#### Requirement:
Each line of the records that holds "fillStyle" should be shown in full.

====== Input records

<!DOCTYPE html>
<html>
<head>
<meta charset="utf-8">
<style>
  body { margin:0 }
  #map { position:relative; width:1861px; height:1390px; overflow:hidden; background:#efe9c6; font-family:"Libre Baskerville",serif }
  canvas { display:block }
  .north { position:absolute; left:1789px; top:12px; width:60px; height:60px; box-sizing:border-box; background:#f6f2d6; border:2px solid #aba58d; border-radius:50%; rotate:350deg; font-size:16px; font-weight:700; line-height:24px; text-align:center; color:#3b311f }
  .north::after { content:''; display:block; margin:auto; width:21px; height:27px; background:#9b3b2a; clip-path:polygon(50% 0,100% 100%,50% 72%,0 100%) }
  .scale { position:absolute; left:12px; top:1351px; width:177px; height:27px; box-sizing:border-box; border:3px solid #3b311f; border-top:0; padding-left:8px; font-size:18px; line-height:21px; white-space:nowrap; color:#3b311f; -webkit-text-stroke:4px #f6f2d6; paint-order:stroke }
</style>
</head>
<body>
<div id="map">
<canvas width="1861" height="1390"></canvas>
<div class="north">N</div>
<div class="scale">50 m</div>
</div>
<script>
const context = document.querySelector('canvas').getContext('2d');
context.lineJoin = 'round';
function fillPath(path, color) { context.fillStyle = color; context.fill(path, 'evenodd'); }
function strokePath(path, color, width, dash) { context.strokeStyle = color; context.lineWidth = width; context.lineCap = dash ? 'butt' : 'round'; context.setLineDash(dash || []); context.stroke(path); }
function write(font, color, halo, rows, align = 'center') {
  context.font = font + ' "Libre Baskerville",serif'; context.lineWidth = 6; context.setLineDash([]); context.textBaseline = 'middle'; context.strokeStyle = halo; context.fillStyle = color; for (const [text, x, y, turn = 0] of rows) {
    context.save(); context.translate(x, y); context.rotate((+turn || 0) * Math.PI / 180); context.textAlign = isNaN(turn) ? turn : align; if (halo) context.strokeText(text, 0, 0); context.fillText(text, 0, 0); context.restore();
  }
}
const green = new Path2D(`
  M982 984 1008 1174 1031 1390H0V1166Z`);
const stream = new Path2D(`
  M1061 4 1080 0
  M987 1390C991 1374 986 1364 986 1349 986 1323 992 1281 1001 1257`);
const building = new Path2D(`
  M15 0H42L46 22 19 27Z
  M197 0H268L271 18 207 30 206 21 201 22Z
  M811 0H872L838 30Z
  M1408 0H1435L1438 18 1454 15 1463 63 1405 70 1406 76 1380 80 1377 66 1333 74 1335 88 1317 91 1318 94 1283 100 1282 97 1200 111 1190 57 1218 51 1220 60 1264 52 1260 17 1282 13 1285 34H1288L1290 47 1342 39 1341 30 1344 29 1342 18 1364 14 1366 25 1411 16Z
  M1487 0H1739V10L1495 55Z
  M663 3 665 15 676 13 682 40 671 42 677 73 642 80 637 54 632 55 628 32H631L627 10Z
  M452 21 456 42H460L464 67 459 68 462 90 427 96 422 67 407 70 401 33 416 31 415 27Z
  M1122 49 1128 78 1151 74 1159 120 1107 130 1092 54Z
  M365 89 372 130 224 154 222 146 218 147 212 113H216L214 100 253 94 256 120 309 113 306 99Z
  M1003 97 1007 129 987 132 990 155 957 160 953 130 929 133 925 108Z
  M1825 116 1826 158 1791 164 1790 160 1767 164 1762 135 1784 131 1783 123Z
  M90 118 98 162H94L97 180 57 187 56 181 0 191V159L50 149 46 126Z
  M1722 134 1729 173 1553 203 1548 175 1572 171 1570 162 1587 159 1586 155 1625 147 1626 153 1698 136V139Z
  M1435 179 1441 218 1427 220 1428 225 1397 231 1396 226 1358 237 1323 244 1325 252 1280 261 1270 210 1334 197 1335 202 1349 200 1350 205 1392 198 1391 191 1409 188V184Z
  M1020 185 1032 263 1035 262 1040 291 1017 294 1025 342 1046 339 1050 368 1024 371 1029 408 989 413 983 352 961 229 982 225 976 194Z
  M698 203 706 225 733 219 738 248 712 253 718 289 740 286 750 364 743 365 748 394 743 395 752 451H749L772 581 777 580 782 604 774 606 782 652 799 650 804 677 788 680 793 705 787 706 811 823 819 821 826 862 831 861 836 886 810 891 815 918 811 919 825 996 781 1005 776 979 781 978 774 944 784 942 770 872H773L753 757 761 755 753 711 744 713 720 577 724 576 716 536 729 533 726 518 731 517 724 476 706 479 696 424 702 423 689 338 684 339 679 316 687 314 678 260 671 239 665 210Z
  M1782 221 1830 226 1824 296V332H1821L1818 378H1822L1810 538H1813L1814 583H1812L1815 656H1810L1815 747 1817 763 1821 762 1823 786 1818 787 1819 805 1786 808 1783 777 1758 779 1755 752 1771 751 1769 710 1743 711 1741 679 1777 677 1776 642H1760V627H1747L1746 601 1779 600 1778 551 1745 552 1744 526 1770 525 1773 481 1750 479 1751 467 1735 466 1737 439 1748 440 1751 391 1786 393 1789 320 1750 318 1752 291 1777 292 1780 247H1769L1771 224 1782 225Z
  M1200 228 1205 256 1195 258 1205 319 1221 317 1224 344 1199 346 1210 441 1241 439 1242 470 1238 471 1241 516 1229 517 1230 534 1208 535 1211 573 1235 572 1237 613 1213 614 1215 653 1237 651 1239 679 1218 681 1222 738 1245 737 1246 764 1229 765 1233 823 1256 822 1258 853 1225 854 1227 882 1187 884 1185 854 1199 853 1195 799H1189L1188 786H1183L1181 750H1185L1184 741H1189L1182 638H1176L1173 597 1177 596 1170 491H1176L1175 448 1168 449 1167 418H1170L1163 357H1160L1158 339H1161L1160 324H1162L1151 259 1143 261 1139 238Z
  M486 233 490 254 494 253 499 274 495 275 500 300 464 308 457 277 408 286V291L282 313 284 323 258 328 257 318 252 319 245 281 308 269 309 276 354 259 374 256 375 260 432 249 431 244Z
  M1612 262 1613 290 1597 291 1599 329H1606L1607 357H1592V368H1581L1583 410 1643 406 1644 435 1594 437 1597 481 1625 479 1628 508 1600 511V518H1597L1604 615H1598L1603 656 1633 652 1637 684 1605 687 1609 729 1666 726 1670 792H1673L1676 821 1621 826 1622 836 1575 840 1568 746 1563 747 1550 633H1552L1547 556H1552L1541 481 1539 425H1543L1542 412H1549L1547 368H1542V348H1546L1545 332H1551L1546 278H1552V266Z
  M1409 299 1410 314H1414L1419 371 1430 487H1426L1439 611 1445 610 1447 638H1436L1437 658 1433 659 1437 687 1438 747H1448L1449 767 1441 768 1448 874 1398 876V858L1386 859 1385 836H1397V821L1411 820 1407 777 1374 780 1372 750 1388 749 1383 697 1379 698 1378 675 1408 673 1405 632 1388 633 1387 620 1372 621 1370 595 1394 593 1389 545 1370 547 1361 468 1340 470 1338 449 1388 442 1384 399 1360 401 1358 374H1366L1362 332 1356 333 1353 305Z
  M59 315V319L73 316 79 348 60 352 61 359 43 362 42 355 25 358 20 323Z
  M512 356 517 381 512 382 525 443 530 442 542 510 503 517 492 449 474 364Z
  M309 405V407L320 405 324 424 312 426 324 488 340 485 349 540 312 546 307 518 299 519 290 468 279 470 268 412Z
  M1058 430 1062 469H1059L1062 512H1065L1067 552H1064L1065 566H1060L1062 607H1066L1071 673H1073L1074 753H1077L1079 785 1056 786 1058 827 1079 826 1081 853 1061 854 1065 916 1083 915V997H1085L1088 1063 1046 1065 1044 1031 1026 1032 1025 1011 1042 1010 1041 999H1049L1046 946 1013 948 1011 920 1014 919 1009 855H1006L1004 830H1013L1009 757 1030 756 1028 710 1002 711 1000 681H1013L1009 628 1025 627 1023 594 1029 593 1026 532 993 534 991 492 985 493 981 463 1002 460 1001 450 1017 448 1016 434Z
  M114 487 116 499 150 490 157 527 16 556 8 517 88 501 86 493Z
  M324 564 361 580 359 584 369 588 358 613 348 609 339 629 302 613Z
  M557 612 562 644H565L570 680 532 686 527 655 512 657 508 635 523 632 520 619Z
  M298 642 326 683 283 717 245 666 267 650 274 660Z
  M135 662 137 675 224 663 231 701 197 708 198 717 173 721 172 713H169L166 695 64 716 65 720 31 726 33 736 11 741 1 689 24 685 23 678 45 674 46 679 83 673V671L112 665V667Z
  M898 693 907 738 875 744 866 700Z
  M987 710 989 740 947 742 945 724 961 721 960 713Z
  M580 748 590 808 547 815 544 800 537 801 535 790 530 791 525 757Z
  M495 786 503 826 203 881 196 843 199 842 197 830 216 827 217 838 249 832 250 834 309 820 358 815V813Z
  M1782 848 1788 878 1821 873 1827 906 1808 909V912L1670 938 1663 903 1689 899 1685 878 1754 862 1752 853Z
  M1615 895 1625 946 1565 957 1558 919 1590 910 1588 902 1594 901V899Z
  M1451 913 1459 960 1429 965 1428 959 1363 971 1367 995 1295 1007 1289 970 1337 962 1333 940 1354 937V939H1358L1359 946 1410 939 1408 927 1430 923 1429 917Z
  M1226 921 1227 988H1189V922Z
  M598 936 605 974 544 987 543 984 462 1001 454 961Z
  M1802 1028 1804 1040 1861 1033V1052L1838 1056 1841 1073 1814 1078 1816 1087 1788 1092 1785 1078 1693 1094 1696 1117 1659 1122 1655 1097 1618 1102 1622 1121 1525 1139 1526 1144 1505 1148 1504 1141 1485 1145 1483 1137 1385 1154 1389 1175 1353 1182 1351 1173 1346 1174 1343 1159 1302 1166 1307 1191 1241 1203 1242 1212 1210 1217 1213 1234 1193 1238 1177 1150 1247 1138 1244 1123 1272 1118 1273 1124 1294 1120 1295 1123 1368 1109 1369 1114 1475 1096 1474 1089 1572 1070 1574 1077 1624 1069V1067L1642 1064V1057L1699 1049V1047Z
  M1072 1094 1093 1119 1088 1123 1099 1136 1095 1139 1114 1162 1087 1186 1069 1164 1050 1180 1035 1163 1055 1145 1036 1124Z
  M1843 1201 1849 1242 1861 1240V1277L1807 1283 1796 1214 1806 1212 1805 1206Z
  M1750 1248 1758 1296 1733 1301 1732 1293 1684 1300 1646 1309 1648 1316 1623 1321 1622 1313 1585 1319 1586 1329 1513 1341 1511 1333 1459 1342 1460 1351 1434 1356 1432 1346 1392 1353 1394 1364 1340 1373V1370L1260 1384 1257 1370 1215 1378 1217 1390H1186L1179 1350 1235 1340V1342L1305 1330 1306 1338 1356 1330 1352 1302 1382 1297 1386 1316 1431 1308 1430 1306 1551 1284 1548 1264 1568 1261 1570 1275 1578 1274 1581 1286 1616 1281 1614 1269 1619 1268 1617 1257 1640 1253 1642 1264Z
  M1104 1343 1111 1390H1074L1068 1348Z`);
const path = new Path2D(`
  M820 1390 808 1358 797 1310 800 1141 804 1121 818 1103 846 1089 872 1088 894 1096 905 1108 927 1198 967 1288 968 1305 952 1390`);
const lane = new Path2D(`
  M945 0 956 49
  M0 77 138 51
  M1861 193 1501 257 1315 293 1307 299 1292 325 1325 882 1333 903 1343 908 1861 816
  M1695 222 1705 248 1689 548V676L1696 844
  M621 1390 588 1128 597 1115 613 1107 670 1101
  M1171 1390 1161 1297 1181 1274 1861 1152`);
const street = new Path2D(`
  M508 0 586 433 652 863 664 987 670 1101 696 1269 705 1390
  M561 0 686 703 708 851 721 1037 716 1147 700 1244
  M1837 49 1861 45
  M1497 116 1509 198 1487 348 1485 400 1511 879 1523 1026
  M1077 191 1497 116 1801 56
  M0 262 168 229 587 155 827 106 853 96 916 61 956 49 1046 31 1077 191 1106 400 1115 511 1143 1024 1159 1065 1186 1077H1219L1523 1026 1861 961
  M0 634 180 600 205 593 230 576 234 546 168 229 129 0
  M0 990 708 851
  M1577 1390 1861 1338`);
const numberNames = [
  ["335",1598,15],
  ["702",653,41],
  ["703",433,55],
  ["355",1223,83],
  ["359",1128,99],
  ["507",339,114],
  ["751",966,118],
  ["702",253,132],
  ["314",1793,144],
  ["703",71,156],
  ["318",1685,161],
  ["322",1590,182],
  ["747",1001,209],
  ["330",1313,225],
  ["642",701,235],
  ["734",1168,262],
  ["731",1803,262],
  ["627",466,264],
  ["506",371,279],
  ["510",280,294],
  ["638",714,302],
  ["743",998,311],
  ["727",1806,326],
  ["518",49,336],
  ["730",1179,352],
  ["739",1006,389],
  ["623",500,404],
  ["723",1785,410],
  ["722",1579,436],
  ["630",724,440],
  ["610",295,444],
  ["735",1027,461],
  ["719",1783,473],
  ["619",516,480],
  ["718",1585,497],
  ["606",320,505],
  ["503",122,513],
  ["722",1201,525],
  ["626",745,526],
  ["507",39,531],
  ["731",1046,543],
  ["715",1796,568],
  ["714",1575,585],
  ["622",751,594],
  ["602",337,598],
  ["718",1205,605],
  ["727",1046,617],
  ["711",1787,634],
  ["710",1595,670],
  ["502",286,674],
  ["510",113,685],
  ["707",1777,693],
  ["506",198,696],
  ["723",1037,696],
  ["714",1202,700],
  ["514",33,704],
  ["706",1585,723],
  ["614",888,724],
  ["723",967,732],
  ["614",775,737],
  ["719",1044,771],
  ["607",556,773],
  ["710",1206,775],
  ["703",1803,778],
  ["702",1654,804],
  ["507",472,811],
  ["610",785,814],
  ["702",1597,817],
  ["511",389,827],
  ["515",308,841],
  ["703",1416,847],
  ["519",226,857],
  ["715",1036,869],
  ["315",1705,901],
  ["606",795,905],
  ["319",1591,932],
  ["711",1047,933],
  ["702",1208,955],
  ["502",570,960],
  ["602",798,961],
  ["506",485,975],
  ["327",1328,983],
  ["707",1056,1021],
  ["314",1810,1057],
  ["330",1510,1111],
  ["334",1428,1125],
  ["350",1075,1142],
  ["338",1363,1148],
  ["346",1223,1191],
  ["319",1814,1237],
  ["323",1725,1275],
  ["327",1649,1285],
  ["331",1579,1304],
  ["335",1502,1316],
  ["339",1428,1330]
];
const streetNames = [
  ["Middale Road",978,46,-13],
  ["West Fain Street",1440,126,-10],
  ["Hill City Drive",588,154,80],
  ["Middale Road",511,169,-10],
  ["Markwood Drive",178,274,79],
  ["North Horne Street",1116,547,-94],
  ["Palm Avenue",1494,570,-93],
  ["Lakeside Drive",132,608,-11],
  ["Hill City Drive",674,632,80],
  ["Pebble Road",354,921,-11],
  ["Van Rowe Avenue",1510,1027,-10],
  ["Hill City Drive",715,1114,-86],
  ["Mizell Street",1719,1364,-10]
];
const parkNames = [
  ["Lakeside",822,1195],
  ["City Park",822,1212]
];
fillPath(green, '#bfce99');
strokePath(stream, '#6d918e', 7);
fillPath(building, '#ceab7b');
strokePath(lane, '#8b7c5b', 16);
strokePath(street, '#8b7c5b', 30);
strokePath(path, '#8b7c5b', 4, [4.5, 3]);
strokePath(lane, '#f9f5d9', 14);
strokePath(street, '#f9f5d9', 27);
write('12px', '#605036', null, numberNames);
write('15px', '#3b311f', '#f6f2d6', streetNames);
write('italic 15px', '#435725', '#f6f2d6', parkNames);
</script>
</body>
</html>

============

#### Reply to the task:
function fillPath(path, color) { context.fillStyle = color; context.fill(path, 'evenodd'); }
  context.font = font + ' "Libre Baskerville",serif'; context.lineWidth = 6; context.setLineDash([]); context.textBaseline = 'middle'; context.strokeStyle = halo; context.fillStyle = color; for (const [text, x, y, turn = 0] of rows) {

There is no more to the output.